Because the spelling of many soldier letters is phonetic, they are often very hard to read & understand. I have found that even some of the most difficult to decipher come to life when you read them out loud. Accents & pronunciation reveal themselves.
Gullah & Geechee are still living languages on the Barrier Islands. They are an amalgam of West African dialects & English.
A chance encounter with the actor Michael York, of all people, greatly expanded my understanding of the origins of the Appalachian Mountain accent. Folks from deep hollows & coves still speak a form of Elisabeth English. Rather than the BBC standard we hear today, Shakesphere spoke with a hillbilly accent.
A folklorist, the late Charles Wolfe, was a friend of mine. He collected I don’t recall how many Elizabethan songs & poems from a couple who were in their 80’s. They had learned them as part of a family repertory.
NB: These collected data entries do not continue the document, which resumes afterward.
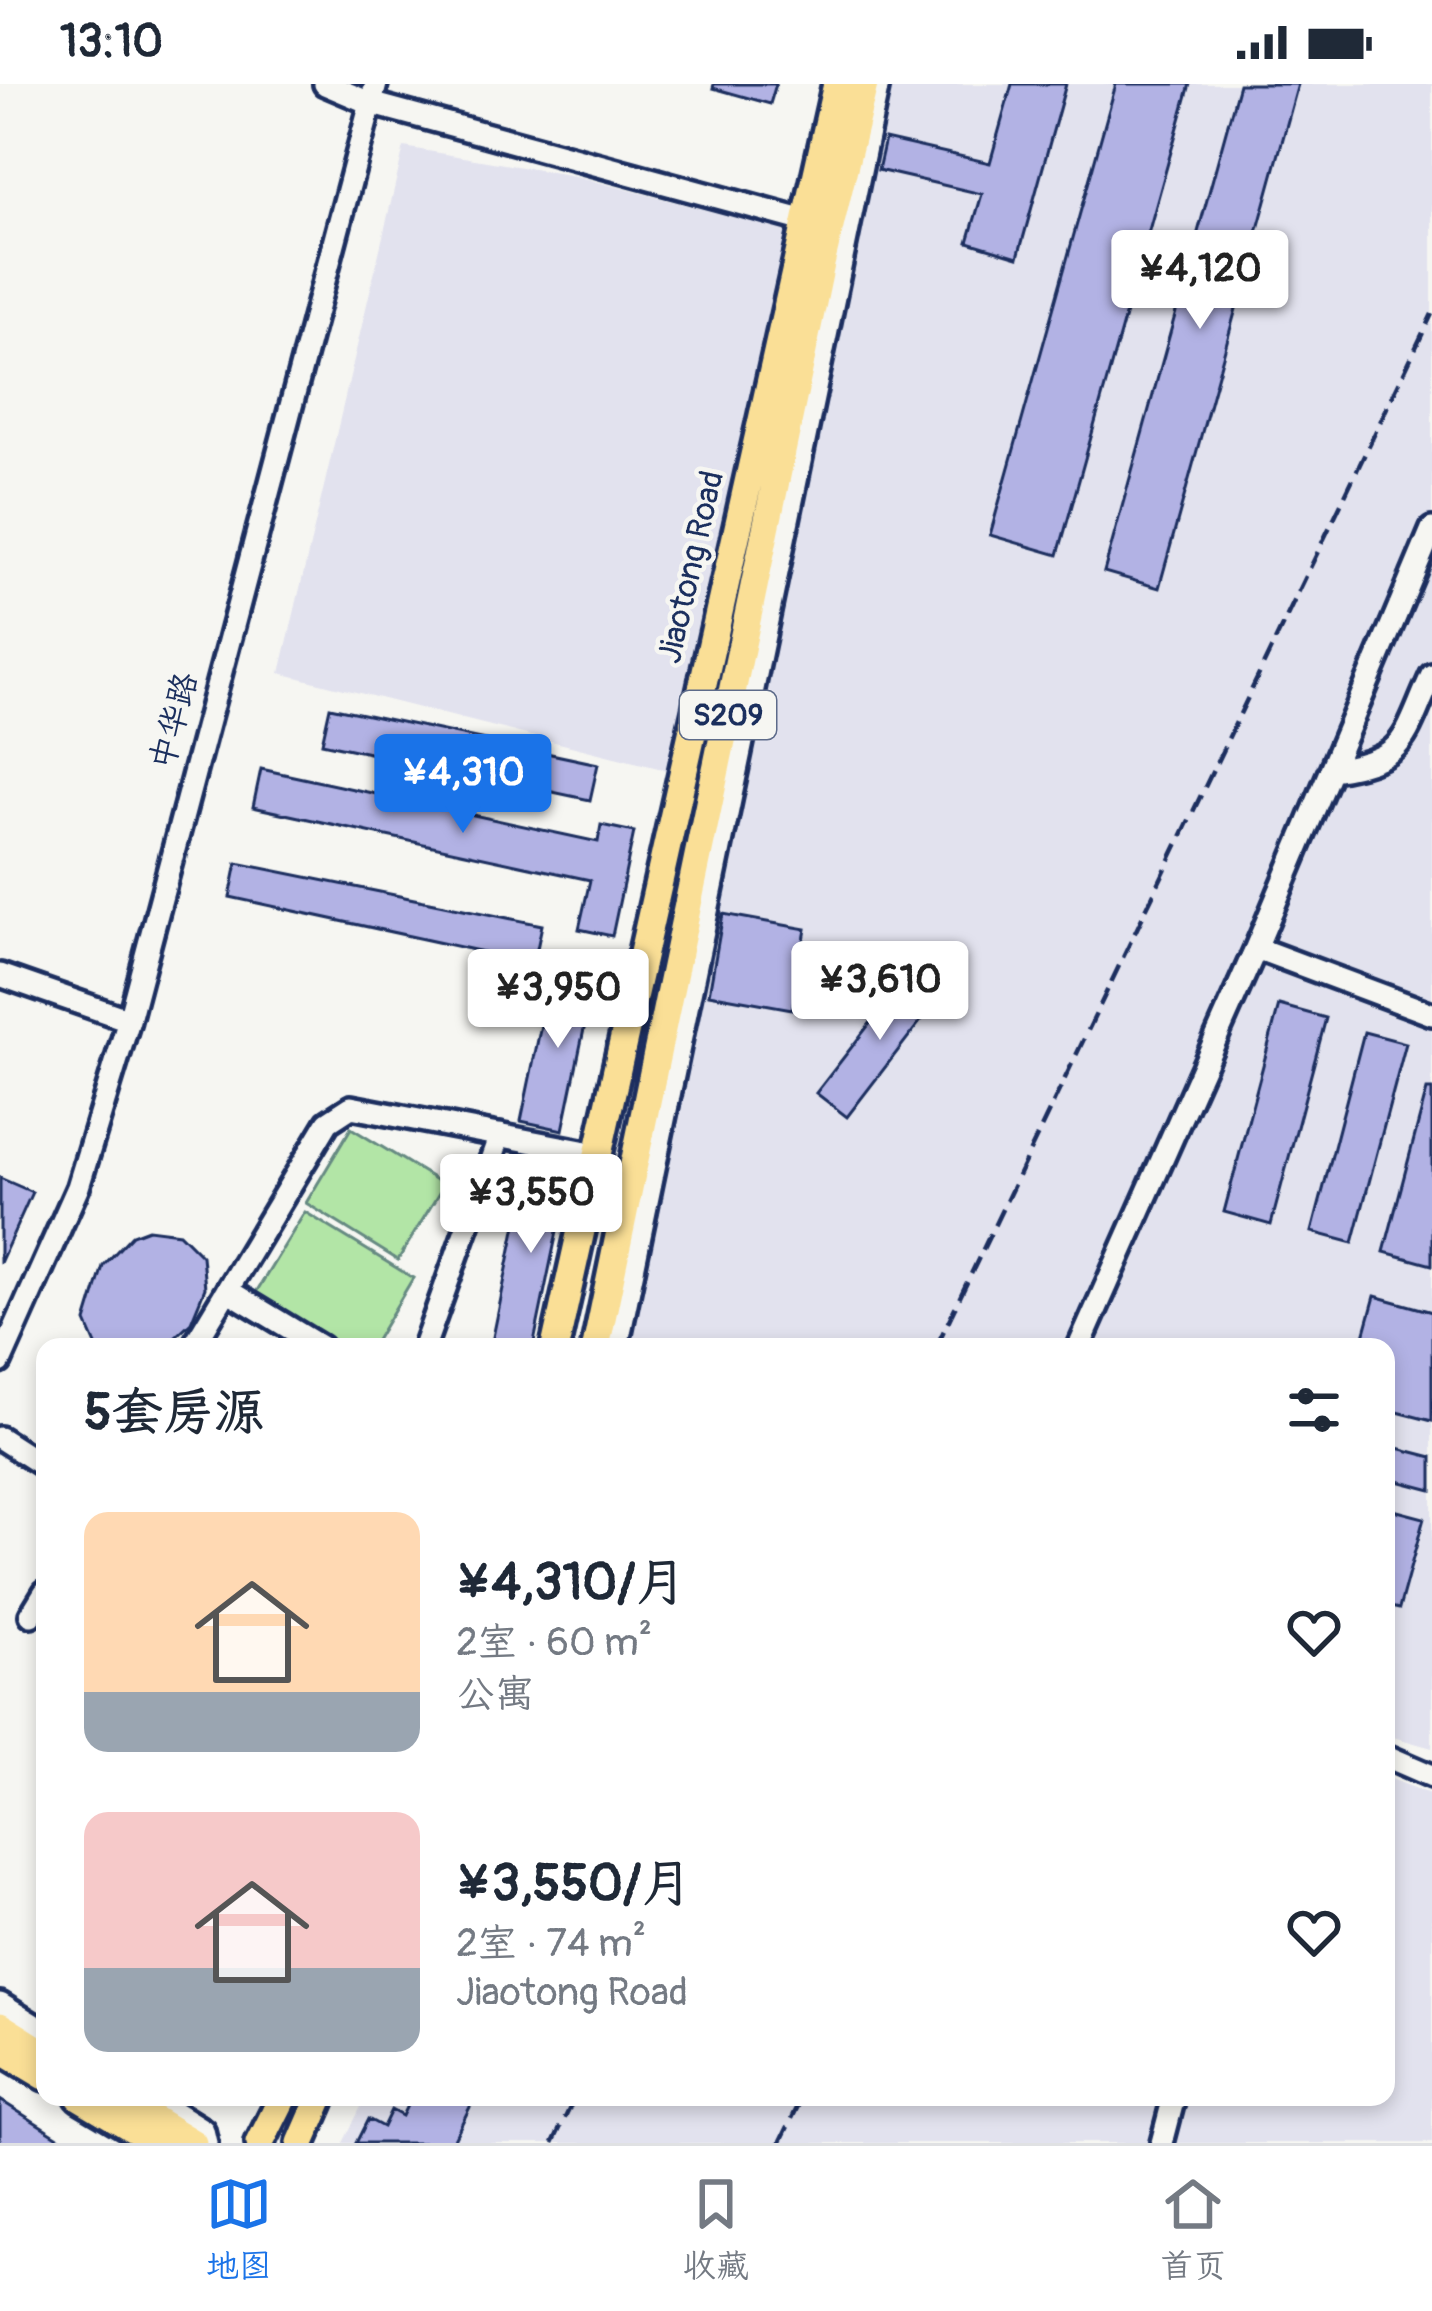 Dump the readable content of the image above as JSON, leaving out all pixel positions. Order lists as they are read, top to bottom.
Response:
{
  "streets": {
    "main road": ["Jiaotong Road", "S209"],
    "street": ["中华路"]
  },
  "page": {
    "status": "13:10",
    "price": [
      "¥4,120",
      "¥4,310",
      "¥3,610",
      "¥3,950",
      "¥3,550"
    ],
    "heading": "5套房源",
    "list": [
      {
        "name": "¥4,310/月",
        "note": "2室 · 60 m² · 公寓"
      },
      {
        "name": "¥3,550/月",
        "note": "2室 · 74 m² · Jiaotong Road"
      }
    ],
    "tabs": ["地图", "收藏", "首页"]
  }
}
In the upper Midwest, there are groups of people who still speak antique forms of German & Norwegian that CW era soldiers would have spoken. The same can be said of Native American speakers.
I am familiar with Cajun accents via the late Jimmy C.Newman & a Florida Panhandle family of Cajuns who are on the Nashville music ‘binis’. I am told that amalgamation of French, African & Native American languages is a hold over.
The “Southern accent” heard in TV & Movies is analogous to American’s attempting to speak BBC English. A good friend who grew up with a Coastal Carolina socially elite accent had a career as a stage & TV actor. New York, California & English directors insisted they knew what a Southern accent was & demanded that he assume the affected pseudo-accent they were familiar with.
My brother who lives in Maine assures me that Mainers have maintained their accents from of old.
So, to directly answer your question, linguists will, if given the chance, bend your ear endlessly about present day accents & where they came from.
One thing you may not have considered is that the white women of slaveholding families spoke like the slaves did. Makes sense, given their relative isolation. Elite slaveholding men affected an English upperclass accent, whatever that was in 1860. This is way outside my patch, but I have been told that echos of that divide still exist among some Coastal Carolina families. Scarlet O’Hara speech would have been filled with Africanisms as she would have dipped snuff & spit tobacco juice instead of the pretend British Southern accent of the movie Gone With the Wind.